Tarih 12 EYLÜL 1980...

Tarih 12 Eylül 1980...

TSK yayımladığı bildiri ile yönetime el koydu. Adına “DARBE” yerine El Koyma demişlerdi.

12 Eylül Askeri Darbesi'nin bilançosu şöyleydi; 

    •    650 bin kişi gözaltına alındı
    •    1 milyon 683 bin kişi 'fiş'lendi.
    •    230 bin kişi yargılandı.
    •    7 bin kişi idam istemiyle yargılandı.
    •    517 kişiye idam cezası verildi.
    •    49 kişi idam edildi.
    •    388 bin kişiye pasaport verilmedi.
    •    14 bin kişi vatandaşlıktan çıkarıldı.
    •    30 bin kişi siyasi mülteci olarak yurtdışına gitti.
    •    300 kişi 'kuşkulu bir şekilde' öldü.
    •    171 kişinin 'işkenceden öldüğü belgelerle kanıtlandı.
    •    14 kişi cezaevindeki uygulamaları protesto etmek için yaptıkları 'açlık grevi' sonucu yaşamını yitirdi.
    •    30 bin kişi sakıncalı olduğu için işten atıldı.
    •    3 bin 854 öğretmenin ve 120 öğretim görevlisinin işine son verildi.
    •    9 bin 400 kişi kamu görevinden atıldı ya da sürüldü.
    •    47 yargıç görevden atıldı.
    •    23 bin 667 derneğin faaliyeti durduruldu.
    •    31 gazeteci cezaevine konuldu.
    •    300 gazeteci saldırıya uğradı, 3 gazeteci öldürüldü.
    •    49 ton gazete, dergi ve kitap, sakıncalı olduğu için imha edildi.

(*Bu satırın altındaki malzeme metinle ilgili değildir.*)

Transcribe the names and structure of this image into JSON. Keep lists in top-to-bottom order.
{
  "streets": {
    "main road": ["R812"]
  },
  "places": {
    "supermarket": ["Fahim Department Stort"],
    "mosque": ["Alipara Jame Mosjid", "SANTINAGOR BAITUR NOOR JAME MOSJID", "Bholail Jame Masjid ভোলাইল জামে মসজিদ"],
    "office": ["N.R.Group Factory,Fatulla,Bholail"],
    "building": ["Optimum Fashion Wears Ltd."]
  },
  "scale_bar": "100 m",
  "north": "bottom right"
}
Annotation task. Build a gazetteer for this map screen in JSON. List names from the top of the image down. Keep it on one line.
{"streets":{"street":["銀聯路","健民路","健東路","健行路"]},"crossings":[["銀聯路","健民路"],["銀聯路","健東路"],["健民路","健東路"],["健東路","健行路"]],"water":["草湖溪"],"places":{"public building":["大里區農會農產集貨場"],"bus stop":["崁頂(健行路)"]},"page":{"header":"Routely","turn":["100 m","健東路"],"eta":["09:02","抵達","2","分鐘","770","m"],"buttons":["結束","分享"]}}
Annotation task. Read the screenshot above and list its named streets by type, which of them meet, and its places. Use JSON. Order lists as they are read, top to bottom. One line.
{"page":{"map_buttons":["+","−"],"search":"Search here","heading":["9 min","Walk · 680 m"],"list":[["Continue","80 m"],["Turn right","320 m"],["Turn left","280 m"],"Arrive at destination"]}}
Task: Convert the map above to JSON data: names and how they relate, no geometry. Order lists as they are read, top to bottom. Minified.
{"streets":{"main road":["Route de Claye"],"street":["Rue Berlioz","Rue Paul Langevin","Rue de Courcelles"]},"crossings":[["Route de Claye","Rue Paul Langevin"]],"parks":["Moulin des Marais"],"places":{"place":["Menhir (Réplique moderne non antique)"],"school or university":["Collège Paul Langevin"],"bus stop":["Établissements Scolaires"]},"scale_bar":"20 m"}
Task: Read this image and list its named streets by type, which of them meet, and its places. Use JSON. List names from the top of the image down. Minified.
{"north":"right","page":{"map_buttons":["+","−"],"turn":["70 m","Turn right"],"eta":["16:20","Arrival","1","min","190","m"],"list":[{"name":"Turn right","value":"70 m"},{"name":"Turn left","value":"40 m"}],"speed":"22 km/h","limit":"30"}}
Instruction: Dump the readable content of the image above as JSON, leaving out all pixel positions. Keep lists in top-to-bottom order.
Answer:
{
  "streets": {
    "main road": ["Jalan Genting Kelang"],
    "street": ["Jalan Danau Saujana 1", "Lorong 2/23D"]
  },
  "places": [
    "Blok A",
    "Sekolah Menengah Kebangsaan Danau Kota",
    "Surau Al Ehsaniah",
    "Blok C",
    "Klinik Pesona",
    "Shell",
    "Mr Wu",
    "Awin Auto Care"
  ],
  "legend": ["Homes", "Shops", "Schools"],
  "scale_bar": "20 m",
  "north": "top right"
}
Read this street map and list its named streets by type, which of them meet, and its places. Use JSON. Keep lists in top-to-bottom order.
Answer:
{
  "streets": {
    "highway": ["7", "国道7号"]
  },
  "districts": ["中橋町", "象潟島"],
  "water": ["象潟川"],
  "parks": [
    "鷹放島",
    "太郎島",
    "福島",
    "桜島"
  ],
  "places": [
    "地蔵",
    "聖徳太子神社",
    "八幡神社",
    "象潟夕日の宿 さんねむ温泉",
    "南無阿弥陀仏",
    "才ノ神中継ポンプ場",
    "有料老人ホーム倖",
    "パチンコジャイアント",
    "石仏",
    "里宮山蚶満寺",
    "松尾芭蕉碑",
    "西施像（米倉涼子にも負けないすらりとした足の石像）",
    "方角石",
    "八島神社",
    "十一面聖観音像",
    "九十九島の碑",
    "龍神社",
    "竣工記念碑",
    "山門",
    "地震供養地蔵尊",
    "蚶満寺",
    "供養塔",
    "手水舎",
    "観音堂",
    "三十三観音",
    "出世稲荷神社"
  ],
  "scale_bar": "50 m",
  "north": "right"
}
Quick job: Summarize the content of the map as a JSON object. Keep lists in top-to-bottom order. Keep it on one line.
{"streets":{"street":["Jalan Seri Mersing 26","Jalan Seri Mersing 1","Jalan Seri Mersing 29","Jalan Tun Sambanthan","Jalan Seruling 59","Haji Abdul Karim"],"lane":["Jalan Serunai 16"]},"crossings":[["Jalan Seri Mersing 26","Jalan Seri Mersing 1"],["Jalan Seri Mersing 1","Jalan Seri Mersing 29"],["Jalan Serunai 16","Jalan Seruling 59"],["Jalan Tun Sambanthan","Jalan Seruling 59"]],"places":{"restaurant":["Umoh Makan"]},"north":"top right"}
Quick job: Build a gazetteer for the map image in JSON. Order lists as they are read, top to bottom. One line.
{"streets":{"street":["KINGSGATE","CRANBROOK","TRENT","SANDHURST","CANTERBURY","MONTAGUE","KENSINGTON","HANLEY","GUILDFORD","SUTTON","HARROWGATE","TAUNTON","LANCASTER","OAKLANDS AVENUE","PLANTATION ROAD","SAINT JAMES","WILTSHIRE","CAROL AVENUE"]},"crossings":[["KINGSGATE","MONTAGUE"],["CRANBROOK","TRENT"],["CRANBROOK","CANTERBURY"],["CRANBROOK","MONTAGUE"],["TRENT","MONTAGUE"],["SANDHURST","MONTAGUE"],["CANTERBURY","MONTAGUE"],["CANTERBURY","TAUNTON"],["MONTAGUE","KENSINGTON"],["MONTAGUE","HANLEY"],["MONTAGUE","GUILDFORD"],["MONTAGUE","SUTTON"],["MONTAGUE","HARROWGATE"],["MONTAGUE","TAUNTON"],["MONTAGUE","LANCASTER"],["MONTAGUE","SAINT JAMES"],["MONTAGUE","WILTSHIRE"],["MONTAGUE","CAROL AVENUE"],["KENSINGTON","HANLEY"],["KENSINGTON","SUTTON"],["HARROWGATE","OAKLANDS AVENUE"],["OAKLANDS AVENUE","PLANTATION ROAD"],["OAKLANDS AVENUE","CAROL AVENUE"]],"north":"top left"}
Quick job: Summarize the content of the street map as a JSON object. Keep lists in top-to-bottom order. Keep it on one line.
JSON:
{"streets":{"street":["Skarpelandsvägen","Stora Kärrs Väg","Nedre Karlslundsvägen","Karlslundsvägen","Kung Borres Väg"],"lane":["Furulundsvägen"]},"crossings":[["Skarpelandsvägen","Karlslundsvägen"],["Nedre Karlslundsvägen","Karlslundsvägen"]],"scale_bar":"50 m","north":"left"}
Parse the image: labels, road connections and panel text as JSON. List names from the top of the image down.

12 Eylül darbesi ilk değildi, demokratik bir hukuk devleti ilkeleri esas alınmadığı için son da olmadı. 12 Eylül Askeri Darbesi’nin üzerinden 42 yıl geçmiş olmasına rağmen halen 12 Eylül Askeri Darbesi hukukunun uygulanıyor olması, ülkede esaslı, köklü ve tamamı hukuk ilke ve kurallarına dayandırılan demokratik bir hukuk devleti temellerinin oluşturulması gerektiğini de ortaya koymaktadır. 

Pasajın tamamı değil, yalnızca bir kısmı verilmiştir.